Le rôle des femmes tel que le conçoit la bourgeoisie montante est donc clair : enfanter. Dans la famille bourgeoise, afin de donner un héritier au capitaliste. Et chez les prolétaires, afin de reproduire la force de travail que le capitaliste pourra embaucher dans ses ateliers puis dans ses fabriques. L’idéologie conservatrice vient légitimer un ordre social et économique basé sur la domination politique de la bourgeoisie.

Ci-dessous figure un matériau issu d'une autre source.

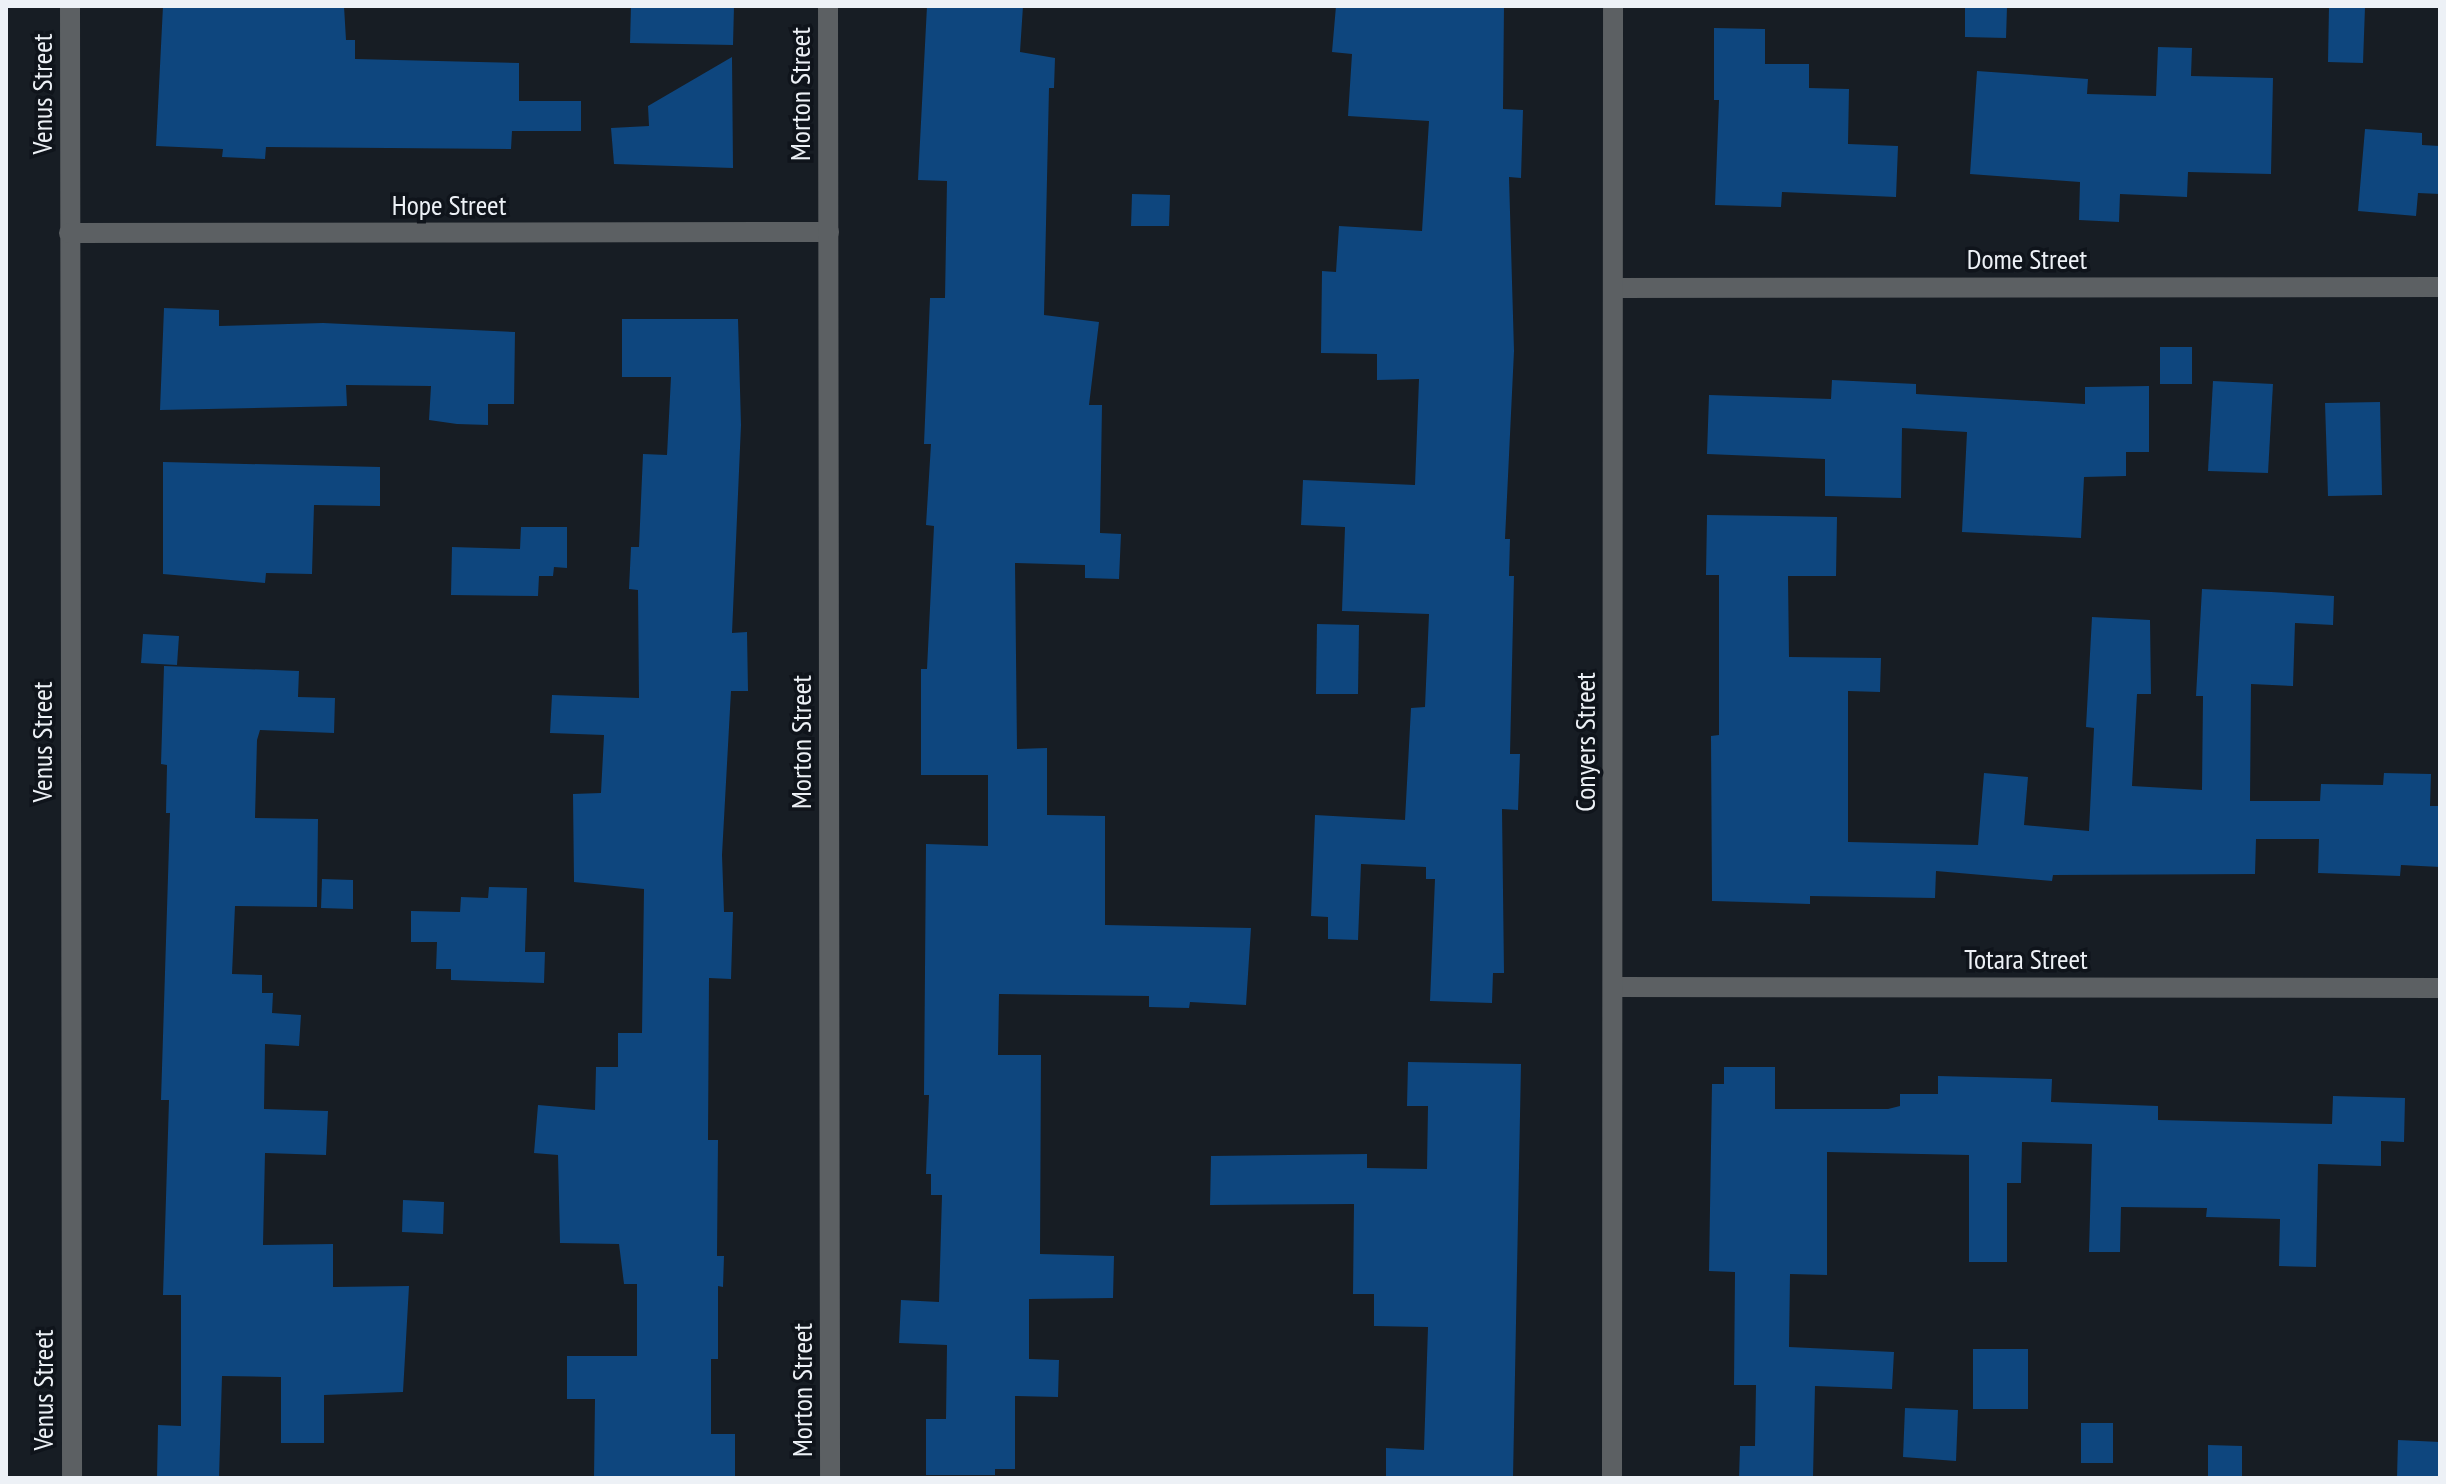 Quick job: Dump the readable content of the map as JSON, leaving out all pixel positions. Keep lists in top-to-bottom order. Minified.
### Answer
{"streets":{"street":["Venus Street","Morton Street","Hope Street","Dome Street","Conyers Street","Totara Street"]},"crossings":[["Venus Street","Hope Street"],["Morton Street","Hope Street"],["Dome Street","Conyers Street"],["Conyers Street","Totara Street"]]}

Le droit à l’avortement : une lutte essentielle pour l’émancipation

À partir du début du XXe siècle, dans les États bourgeois, ces discours réactionnaires et conservateurs légitimant l’ordre social sont accompagnés de politiques natalistes. La contraception et l’avortement sont durement pénalisés, comme en France en 1920, avec une loi particulièrement répressive, réformée seulement en 1965 pour le volet contraceptif, tandis que l’IVG ne sera légalisée qu’en 1974.

C’est donc face à ces législations rétrogrades que s’organise la lutte pour l’IVG. Car la libre disposition de son corps, donc de sa vie, est une condition indispensable à l’émancipation humaine et est au cœur des luttes du mouvement ouvrier. C’est pour cela que, en 1920, l’URSS fut le premier État au monde à légaliser le recours à l’IVG. Cependant, la prise de pouvoir par Staline a conduit à l’interdiction de l’avortement en 1936, dans une logique nataliste de valorisation de la structure traditionnelle de la famille. Cette interdiction ne fût levée qu’en 1955 en URSS.

En France, cette lutte connaît un rebond à partir des années 1950. Face aux revendications de légalisation de l’IVG, le Parti communiste français, l’un des plus inféodés au stalinisme, déclare par la voix de Jeannette Veermeersch, dirigeante de sa section féminine, que l’avortement est « un vice de la bourgeoisie » qui ne doit pas se répandre dans la classe ouvrière. L’influence réactionnaire du stalinisme est ici très claire : le rôle des femmes serait d’être mères. Une conception à rebours de l’ensemble des positions marxistes sur l’émancipation des femmes.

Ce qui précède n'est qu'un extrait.